SUPPLIED MATERIAL:
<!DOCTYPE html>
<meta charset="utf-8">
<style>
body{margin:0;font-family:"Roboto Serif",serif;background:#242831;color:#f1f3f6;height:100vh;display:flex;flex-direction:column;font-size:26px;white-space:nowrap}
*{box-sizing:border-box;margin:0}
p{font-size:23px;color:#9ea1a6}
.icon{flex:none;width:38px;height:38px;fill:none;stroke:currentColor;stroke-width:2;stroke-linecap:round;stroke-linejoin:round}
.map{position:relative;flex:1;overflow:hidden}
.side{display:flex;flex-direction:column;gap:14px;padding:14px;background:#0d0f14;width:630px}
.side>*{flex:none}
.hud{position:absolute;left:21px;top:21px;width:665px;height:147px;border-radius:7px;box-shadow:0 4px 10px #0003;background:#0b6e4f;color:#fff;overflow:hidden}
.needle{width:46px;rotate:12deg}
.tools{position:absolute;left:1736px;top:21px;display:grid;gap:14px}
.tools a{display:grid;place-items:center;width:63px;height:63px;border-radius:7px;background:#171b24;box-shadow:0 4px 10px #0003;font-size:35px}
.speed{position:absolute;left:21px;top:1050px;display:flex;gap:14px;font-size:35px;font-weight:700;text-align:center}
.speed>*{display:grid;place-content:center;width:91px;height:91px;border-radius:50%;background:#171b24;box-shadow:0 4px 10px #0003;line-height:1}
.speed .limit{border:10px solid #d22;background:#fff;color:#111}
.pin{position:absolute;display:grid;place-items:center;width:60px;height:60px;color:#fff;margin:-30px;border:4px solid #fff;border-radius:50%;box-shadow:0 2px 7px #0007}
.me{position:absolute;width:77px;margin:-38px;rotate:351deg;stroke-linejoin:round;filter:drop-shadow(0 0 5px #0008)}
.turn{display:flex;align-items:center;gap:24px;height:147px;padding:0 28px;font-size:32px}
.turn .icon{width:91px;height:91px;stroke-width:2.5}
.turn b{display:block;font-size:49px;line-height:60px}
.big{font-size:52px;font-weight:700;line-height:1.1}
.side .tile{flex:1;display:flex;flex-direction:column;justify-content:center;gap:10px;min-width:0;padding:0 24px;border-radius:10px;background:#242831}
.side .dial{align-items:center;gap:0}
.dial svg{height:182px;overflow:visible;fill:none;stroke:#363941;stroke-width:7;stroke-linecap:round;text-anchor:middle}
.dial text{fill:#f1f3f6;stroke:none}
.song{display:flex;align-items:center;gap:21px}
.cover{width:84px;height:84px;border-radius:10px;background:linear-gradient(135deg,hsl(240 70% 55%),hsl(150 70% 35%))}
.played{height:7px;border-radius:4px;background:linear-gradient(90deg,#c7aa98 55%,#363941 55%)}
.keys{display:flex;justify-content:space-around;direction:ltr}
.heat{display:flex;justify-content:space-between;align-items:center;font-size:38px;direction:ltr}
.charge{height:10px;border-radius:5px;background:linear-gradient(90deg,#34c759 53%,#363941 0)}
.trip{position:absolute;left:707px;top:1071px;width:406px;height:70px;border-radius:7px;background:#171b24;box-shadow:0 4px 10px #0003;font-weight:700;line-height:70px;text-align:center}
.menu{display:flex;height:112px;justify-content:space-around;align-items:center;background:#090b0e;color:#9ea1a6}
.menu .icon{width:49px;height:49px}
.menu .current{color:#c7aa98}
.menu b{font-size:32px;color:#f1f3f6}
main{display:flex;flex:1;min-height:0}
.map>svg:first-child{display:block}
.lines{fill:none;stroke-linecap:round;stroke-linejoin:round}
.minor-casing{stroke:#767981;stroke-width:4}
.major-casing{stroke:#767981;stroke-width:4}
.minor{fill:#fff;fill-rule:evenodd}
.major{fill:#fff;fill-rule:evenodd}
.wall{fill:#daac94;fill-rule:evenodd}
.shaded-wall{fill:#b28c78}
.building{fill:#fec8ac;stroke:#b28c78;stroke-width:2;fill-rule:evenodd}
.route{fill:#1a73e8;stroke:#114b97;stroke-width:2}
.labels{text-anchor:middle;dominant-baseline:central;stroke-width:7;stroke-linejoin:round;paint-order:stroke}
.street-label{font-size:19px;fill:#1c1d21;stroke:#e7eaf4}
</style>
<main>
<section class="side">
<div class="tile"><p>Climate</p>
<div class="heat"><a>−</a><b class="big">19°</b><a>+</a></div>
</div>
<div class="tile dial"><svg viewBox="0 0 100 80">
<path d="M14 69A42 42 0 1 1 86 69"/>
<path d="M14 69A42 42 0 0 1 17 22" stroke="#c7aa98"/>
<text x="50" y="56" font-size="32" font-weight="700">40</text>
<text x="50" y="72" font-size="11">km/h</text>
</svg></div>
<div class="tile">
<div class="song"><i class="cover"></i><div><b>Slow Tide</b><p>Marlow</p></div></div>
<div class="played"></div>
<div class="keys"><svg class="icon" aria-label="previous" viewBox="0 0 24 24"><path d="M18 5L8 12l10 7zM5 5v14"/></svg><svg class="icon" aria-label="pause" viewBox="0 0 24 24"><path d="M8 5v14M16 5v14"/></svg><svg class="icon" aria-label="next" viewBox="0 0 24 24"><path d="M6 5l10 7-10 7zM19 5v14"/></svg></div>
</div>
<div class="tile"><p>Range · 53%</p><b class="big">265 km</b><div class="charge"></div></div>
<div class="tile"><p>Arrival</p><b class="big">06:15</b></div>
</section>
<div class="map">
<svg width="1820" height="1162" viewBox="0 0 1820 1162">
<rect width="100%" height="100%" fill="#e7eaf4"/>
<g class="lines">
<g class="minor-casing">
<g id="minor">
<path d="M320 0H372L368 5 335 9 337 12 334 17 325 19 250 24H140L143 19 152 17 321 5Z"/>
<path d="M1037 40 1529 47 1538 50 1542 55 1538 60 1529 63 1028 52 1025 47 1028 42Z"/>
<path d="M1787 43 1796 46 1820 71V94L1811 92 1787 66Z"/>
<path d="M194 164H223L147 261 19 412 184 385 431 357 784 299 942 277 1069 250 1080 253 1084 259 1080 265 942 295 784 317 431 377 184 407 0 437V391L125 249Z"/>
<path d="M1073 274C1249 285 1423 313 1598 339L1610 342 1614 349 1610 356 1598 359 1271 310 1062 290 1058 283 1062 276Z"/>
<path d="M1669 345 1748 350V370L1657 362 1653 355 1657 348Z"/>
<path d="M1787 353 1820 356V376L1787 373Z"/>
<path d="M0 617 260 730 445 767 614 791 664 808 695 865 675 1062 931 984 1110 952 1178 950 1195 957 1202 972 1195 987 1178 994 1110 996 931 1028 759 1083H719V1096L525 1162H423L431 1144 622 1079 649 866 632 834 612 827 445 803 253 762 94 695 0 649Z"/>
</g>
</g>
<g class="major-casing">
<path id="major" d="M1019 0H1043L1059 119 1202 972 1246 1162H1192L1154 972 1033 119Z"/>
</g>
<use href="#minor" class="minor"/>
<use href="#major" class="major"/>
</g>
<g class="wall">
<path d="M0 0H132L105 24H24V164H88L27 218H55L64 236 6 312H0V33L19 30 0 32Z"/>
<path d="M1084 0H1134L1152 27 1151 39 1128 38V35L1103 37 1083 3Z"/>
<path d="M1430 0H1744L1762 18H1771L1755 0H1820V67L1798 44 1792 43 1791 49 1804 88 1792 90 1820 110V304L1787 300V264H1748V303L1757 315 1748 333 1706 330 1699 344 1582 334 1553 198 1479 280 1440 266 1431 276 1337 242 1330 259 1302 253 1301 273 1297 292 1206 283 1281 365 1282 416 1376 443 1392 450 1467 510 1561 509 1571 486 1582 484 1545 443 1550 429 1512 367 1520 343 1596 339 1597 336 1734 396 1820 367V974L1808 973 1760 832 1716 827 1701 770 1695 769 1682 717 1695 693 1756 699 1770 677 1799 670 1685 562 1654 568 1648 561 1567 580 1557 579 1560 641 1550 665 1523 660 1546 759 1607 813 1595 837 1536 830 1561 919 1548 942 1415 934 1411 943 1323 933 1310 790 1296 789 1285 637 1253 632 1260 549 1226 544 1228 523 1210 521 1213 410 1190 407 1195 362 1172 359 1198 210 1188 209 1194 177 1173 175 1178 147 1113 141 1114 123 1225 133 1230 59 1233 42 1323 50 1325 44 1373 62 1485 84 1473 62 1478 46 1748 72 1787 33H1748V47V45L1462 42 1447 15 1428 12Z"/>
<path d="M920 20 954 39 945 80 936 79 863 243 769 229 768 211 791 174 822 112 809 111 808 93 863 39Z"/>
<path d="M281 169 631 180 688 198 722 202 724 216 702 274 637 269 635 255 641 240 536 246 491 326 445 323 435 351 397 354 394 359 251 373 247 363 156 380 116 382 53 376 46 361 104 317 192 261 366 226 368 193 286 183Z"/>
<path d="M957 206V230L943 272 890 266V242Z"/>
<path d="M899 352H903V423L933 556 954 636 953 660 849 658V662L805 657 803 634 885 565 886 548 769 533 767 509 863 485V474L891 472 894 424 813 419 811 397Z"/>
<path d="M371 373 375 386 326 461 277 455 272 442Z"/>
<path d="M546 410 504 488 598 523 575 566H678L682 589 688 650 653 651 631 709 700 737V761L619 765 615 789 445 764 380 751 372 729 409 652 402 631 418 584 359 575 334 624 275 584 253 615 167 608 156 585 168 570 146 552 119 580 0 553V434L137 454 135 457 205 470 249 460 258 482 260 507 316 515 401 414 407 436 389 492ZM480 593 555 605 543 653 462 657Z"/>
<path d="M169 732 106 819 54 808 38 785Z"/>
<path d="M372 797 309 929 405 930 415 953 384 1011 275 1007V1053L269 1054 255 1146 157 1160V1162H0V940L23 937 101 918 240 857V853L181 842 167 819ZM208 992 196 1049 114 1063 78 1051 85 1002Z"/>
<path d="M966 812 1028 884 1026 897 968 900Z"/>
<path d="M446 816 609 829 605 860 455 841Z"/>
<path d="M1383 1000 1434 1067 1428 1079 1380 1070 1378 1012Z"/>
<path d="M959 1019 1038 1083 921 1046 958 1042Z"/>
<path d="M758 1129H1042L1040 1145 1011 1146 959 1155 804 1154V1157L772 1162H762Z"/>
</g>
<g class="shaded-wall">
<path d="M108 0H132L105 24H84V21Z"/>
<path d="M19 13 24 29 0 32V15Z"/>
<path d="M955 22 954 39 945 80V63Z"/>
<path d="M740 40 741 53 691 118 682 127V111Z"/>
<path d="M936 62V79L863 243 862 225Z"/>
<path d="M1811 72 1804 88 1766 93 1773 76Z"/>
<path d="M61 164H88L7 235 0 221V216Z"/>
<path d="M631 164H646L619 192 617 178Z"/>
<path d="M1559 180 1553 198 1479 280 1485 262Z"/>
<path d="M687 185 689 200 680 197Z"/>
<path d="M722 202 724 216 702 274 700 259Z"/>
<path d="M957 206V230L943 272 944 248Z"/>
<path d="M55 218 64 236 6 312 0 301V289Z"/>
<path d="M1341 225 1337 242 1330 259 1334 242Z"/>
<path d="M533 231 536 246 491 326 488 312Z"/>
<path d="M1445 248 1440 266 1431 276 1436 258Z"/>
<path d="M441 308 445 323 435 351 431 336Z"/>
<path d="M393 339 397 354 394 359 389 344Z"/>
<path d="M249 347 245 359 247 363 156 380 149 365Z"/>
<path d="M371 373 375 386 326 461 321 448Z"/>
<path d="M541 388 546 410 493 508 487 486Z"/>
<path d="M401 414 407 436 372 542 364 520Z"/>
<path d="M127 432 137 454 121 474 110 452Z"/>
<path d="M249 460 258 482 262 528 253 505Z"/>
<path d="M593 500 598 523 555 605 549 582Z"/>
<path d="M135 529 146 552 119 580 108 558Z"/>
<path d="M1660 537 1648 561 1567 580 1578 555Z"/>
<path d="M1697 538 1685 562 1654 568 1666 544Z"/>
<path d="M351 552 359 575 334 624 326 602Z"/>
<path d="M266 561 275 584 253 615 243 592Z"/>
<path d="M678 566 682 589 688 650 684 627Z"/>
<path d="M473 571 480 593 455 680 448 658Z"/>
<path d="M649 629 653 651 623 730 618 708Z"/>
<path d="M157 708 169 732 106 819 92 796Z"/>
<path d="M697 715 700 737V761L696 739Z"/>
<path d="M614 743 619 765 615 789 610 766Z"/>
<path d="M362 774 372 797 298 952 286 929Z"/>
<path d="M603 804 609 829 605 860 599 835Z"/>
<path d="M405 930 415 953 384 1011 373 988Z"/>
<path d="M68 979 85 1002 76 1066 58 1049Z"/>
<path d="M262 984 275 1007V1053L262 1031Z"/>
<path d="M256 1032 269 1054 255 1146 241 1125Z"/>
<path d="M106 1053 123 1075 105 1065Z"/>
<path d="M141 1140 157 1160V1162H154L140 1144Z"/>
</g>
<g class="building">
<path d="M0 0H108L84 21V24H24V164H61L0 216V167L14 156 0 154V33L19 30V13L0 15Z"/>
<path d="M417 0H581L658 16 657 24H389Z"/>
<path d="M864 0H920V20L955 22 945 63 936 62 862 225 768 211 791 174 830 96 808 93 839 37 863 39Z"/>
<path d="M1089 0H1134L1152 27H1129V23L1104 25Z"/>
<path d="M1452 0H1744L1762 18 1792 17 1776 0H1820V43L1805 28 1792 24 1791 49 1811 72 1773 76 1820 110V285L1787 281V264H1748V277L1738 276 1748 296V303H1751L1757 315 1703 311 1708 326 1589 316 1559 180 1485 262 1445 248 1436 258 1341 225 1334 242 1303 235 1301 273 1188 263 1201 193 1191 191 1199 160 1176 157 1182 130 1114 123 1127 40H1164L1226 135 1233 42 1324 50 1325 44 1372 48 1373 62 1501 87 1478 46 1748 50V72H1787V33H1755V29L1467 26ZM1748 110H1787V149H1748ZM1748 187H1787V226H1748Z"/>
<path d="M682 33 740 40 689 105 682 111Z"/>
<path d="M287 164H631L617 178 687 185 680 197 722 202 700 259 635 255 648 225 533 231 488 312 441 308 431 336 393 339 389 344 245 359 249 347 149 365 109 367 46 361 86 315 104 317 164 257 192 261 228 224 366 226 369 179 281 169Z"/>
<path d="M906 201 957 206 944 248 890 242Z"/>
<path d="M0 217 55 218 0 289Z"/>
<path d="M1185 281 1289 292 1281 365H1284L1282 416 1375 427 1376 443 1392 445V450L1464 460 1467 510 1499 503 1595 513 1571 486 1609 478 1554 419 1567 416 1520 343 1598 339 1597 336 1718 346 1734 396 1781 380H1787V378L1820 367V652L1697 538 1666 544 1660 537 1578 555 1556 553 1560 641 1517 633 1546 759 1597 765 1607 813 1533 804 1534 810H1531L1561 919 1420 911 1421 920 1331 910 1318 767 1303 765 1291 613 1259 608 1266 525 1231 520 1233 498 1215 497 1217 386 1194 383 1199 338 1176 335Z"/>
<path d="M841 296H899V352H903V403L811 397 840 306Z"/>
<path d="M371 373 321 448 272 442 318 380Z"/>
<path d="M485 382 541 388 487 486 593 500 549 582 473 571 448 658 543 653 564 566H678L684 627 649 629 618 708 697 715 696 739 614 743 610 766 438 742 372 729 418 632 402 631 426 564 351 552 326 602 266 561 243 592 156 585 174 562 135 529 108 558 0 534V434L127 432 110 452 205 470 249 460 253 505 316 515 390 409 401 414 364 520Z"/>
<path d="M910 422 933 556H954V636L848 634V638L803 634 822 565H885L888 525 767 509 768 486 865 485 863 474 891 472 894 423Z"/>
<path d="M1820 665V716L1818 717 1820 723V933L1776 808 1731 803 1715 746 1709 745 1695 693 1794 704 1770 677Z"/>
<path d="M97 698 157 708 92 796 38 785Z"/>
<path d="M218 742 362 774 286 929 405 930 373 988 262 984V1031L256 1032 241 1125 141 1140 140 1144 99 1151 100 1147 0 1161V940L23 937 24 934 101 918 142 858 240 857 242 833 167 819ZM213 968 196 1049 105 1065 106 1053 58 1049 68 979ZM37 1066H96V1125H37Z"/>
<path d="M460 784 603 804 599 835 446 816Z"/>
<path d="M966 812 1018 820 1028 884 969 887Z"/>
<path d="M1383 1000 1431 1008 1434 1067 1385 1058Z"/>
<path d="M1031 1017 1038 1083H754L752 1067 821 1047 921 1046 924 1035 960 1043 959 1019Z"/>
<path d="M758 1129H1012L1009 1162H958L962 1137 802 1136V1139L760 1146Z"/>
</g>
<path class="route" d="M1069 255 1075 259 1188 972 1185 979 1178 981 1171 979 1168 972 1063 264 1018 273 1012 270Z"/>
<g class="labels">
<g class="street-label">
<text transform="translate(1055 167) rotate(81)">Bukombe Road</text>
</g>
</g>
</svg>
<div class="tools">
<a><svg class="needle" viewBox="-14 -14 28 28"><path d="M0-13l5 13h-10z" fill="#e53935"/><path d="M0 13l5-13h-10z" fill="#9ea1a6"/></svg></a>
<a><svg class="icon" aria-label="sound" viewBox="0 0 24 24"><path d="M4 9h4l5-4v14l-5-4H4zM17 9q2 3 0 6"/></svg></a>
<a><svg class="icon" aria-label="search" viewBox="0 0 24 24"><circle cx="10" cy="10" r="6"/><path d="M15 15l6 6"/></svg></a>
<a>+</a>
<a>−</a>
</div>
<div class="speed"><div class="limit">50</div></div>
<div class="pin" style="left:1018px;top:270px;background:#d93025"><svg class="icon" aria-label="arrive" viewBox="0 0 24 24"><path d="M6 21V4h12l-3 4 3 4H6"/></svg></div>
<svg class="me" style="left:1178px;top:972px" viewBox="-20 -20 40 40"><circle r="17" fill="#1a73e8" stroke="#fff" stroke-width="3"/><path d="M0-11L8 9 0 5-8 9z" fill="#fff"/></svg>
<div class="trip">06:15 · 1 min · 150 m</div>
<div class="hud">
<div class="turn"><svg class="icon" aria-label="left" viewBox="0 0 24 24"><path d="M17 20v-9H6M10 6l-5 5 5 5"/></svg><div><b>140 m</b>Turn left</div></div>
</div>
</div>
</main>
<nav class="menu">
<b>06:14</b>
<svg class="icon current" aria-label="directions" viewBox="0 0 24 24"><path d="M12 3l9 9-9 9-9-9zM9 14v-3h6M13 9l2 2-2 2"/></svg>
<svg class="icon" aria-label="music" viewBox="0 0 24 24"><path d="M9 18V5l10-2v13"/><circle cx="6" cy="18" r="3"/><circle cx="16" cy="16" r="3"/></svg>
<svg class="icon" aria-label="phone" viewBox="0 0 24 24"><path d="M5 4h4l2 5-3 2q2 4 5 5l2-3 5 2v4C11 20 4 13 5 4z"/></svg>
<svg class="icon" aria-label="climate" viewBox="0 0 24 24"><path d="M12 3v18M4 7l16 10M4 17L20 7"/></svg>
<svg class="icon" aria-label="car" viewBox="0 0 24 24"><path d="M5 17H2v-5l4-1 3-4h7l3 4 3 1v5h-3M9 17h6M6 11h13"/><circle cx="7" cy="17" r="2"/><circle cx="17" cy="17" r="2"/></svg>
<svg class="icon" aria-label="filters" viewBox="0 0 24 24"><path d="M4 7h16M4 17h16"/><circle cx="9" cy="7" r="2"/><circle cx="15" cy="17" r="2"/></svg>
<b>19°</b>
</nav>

WORK INSTRUCTION: Report how many lines in the listing above have the string "linear" in them; write the number only.

EXERCISE RESULT: 3